Your Questions Answered

  1. Where in the Hebrew Bible was a daughter vowed to God to be a virgin?

    Answer: With the exception of Judges 11, there is none. And where in the Hebrew Bible was a daughter vowed to God to be a human sacrifice? There is none. Only pagans did this to their false gods.

  2. But we do not find any law, usage or custom, in all the Old Testament, which says that virginity was any branch or article of religion.

    Answer: And do we find any law, usage or custom, in all the Old Testament, which says that cutting the throat of an only child, was any branch or article of religion? If a dog had met Jephthah, would he have offered up that for a burnt-offering? No: because God had expressly forbidden this. And had God not expressly forbidden murder?

    Exodus 20:13, "Thou shalt not kill."

  3. How do you explain Leviticus 27:28-29?


    Leviticus 27:28-29, "Notwithstanding no devoted thing, that a man shall devote unto the LORD of all that he hath, both of man and beast, and of the field of his possession, shall be sold or redeemed: every devoted thing is most holy unto the LORD. None devoted, which shall be devoted of men, shall be redeemed; but shall surely be put to death."

    This is not to be understood that a man could thus devote to destruction a member of his family. The cases mentioned in Scripture are such as that recorded in Numbers 21:2-3, where the Israelites devoted to destruction a Canaanitish people that had made war upon them; or where God himself ordered such a devotion to be made, as in the case of Jericho and all its possessions (Joshua 6.17-19).

    The law mentioned in these two verses has been appealed to by the enemies of Divine revelation as a proof, that under the Mosaic dispensation human sacrifices were offered to God; but this can never be conceded. Had there been such a law, it certainly would have been more explicitly revealed, and not left in the compass of a few words only, where the meaning is very difficult to be ascertained; and the words themselves differently translated by most interpreters. That there were persons, devoted to destruction under the Mosaic dispensation, is sufficiently evident, for the whole Canaanitish nations were thus devoted by the Supreme Being himself, because the cup of their iniquity was full; but that they were not sacrificed to God, the whole history sufficiently declares.

    This verse says, "Devoted of men", not by men, as some would elude. For it is manifest both from this and the foregoing verses, that men are here not the persons devoting, but devoted to destruction, either by God's sentence, as idolaters (Exodus 22:20, Deuteronomy 23:15), the Canaanites (Deuteronomy 20:17), the Amalekites (Deuteronomy 25:19, I Samuel 15:3,26), Benhaded (I Kings 20:42), or by men, in pursuance of such a sentence of God (Numbers 21:2; 31:17), or for any crime of an high nature (Judges 21:5, Joshua 17:15).

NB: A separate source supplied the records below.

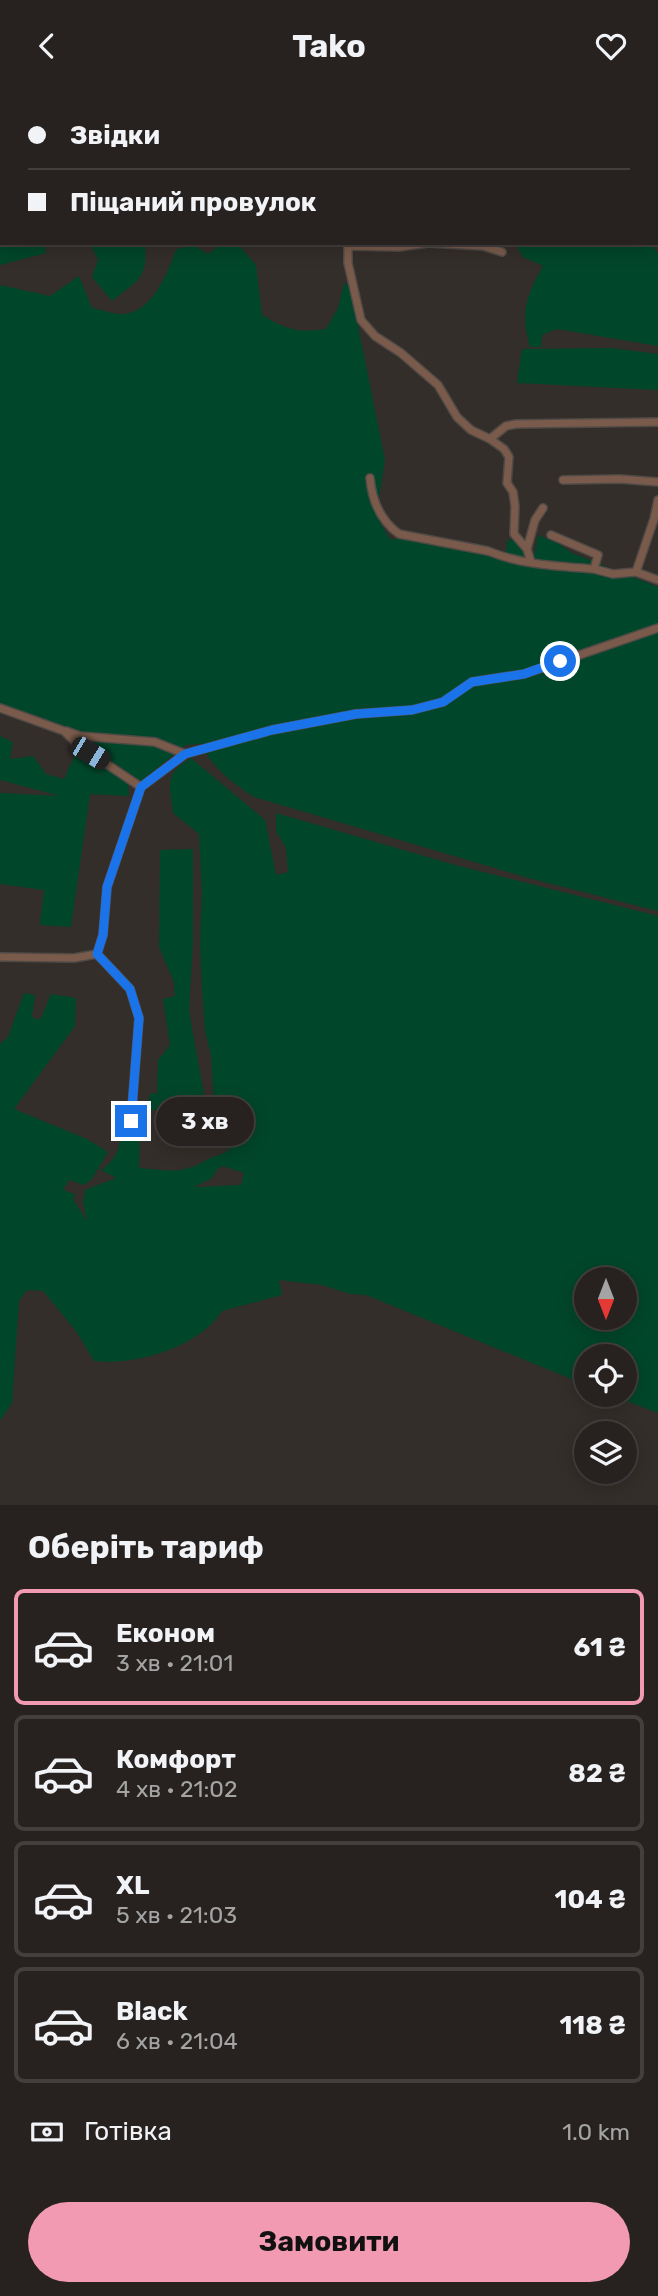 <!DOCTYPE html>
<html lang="uk">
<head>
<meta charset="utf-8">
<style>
	body { margin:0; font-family:Rubik,sans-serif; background:#2f2a29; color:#f1f3f6; height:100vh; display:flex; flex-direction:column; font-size:26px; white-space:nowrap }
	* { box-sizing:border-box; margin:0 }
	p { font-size:23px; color:#a4a4a5 }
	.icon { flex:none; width:38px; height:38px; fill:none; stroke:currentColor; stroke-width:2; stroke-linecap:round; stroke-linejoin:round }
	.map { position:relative; height:1414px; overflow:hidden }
	.sheet { display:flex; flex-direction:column; background:#272220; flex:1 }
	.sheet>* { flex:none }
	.hud { position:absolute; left:0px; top:0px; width:658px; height:154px; box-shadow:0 4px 18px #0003,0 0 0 2px #433f3e; display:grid; align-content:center; height:154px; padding:0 28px; background:#272220 }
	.needle { width:46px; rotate:180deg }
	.tools { position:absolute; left:574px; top:1176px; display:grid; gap:14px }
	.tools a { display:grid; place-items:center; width:63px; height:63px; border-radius:50%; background:#272220; box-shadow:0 4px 18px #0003,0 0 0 2px #433f3e; font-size:35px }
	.end { position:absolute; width:32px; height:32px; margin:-16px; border:9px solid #1a73e8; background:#fff; box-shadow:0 0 0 4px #fff }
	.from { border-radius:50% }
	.bubble { position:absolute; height:49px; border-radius:24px; background:#272220; box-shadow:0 4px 18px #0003,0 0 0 2px #433f3e; font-size:23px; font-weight:700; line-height:49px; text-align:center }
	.car { position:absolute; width:21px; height:42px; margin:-21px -10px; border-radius:9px; box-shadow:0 0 5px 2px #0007; background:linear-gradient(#222 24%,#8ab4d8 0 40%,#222 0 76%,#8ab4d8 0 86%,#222 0) }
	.hud b { display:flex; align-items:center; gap:24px; height:66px; font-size:26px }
	.hud b+b { border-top:2px solid #433f3e }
	.hud i { width:18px; height:18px; background:#f1f3f6 }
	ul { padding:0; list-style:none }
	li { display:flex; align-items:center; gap:21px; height:116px; margin:0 14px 10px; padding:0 14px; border:4px solid #433f3e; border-radius:10px }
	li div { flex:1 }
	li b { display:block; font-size:26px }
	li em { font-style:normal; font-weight:700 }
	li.selected { border-color:#f19ab2 }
	li>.icon { width:63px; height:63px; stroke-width:1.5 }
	h2 { padding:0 28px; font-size:32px; line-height:84px }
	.pay { display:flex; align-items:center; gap:18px; height:77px; padding:0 28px; font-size:26px }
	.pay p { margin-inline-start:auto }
	.button { display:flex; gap:14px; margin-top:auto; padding:14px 28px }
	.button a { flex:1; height:80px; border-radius:42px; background:#f19ab2; color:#111; font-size:28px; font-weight:700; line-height:80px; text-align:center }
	header { display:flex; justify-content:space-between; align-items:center; height:91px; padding:0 28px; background:#272220; font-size:32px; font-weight:700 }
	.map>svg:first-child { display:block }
	.built { fill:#433730 }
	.green { fill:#00462a; fill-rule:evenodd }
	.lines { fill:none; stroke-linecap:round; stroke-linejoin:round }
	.minor-casing { stroke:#504a46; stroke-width:10 }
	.minor { stroke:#7a5b4b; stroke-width:7 }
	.route { stroke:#1a73e8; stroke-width:9 }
</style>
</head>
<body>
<header><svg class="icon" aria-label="back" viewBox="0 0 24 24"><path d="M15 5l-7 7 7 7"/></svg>Tako<svg class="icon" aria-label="heart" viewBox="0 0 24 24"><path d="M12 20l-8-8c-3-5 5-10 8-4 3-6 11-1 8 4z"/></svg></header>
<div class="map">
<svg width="658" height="1414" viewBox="0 0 658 1414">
	<rect width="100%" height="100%" fill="#342e2a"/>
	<path class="built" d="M527,0H658V54L656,2Z"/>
	<path class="green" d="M0,150L2,152H44L46,162L0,174Z
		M90,152H145C148,188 138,189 112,210L92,186L98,169Z
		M223,152H237L256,174L262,224C287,239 298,242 326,238L338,217L344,192L350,195L385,369L377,419L381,433L390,448H401L506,468L507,450L514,447L534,465L538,444L559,453L572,462L658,496V820L532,788L254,706C233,692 212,677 201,653L186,654L141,690L65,639L39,625L0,614V194L50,205L79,185L92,217C102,219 116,224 126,223C154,218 168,181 176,158L195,155L208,163Z
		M515,152H650L658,162V255L557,238L542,244L541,256H530C520,220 526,206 543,175L523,166Z
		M611,257L658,263V299L517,292L522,258Z
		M0,645L13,651L10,668L33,665L46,683L64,688L78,657L128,691L129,705L90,703L71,836L40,834L44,799L0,793V702L60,705L0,689Z
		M191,667L265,729L276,784L288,781L286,757L276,740V722L455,774L658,825V1322L611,1304H625V1265H586V1294L366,1204L350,1203L322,1194L279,1189L282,1204L222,1220C199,1256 136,1275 94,1270L76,1240L43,1200L27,1199L19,1210L12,1312L0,1330V953L8,946L24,902L35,904L32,926L40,929L51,903L76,907L75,935L14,1018L87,1048L108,1061L92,1088L84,1094L69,1089L63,1099L75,1103L73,1108L87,1130L83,1112L85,1099L116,1087L101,1079C115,1070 122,1055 121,1038L134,1025L147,1019L150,1002L157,1003L158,969L170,954L163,908L175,905L174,891L159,856L160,759L193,758V851L189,920L205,1009L203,1028L165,1025L161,1019H153L143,1028L140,1036L139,1077C165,1079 181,1084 205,1070C213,1065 222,1064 231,1058L210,1055L214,1013L211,964L205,940L202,899L200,851L202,802L199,743L173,722C170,692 163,684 191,667ZM223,1075L244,1082L241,1094L194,1096L212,1087L217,1078ZM586,1188H625V1227H586Z"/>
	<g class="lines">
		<defs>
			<path id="minor" d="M119,0L120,2
				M362,0L365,2
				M369,0L370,2
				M0,40L2,41
				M656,57H658
				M656,143L658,145
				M347,152L348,155L399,156L428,152
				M430,152L483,155L502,161
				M348,155V172L361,229L375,245L401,262L438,294L457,326L471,339L490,348L504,358L509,366L507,392L513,401L515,415L514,443L527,458L531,471
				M490,348L506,335L516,333L658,331
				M370,387C372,409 381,430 399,443L488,460C522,474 558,475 594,478
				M563,389L620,388L658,391
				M551,444L598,464L594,478L613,483L636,481L658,489
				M527,458L535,429L543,417
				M636,481L654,428L658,409
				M0,617L64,640L78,654L141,696
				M66,640L80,645L155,651L185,663
				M141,696L185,663L272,639L356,623L412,619L443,611L472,591L524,583L658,537
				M97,863L130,898L139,927L131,1030
				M0,866L74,867L97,863L103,844L107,796L141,696"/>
		</defs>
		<use href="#minor" class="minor-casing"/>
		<use href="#minor" class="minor"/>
	</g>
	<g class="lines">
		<path class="route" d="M131,1030L139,927L130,898L97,863L103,844L107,796L141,696L185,663L272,639L356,623L412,619L443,611L472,591L524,583L560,570"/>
	</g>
</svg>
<div class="tools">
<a><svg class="needle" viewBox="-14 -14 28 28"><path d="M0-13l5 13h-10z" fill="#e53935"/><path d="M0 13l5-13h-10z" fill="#a4a4a5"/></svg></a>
<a><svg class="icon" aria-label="locate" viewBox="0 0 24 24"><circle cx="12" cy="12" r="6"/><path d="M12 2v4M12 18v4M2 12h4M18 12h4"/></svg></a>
<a><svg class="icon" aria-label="layers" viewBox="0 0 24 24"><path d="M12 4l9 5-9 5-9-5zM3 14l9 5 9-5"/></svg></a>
</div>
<i class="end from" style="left:560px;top:570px"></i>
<i class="end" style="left:131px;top:1030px"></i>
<div class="bubble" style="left:156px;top:1006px;width:98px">3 хв</div>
<i class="car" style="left:90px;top:662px;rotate:121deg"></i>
<div class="hud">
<b><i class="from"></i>Звідки</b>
<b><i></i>Піщаний провулок</b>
</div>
</div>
<section class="sheet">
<h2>Оберіть тариф</h2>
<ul>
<li class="selected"><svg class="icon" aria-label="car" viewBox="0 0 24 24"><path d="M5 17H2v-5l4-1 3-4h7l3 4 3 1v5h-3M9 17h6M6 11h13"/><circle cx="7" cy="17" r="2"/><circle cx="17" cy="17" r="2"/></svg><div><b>Економ</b><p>3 хв · 21:01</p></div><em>61 ₴</em></li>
<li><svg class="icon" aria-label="car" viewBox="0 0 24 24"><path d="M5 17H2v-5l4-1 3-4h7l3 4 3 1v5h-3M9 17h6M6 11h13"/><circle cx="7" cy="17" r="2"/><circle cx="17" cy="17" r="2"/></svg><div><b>Комфорт</b><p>4 хв · 21:02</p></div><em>82 ₴</em></li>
<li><svg class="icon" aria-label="car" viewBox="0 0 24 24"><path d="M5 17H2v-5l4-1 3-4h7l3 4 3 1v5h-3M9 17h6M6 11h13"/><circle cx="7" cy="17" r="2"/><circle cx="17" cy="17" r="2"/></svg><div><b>XL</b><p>5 хв · 21:03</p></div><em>104 ₴</em></li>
<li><svg class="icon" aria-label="car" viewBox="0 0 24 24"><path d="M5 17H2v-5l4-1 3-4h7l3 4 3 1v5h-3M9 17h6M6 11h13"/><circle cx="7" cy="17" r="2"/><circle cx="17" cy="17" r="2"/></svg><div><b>Black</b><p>6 хв · 21:04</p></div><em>118 ₴</em></li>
</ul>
<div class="pay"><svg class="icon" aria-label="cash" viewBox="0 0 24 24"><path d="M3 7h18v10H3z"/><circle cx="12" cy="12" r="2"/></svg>Готівка<p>1.0 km</p></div>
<div class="button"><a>Замовити</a></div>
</section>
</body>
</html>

    But this is not to be generally understood, as some have taken it, as if a Jew might by virtue of this text, devote his child or his servant to the Lord, and thereby oblige himself to put them to death. For this is expressly limited to all that a man hath, or which is his, that is, which he hath a power over. But the Jews had no power over the lives of their children or servants, but were directly forbidden to take them away, by that great command, thou shalt do no murder (Exodus 20:13). And seeing he that killed his servant casually by a blow with a rod was surely to be punished (Exodus 21:20), it could not be lawful wilfully to take away his life upon pretence of any such vow as this. But for the Canaanites, Amalekites, &c. God the undoubted Lord of all men's lives, gave to the Israelites a power over their persons and lives, and a command to put them to death. And this verse may have a special respect to them or such as them.

    But what has Leviticus 27:28-29 to do with human sacrifices? Just nothing. No more than the execution of an ordinary criminal, or a traitor, in the common course of justice, has to do with a sacrifice to God. In the destruction of such idolaters, no religious formality whatever was observed; nor any thing that could give the transaction even the most distant semblance of a sacrifice.

Final Thoughts

It is really astonishing, that the general stream of people, should take it for granted, that Jephthah murdered his daughter!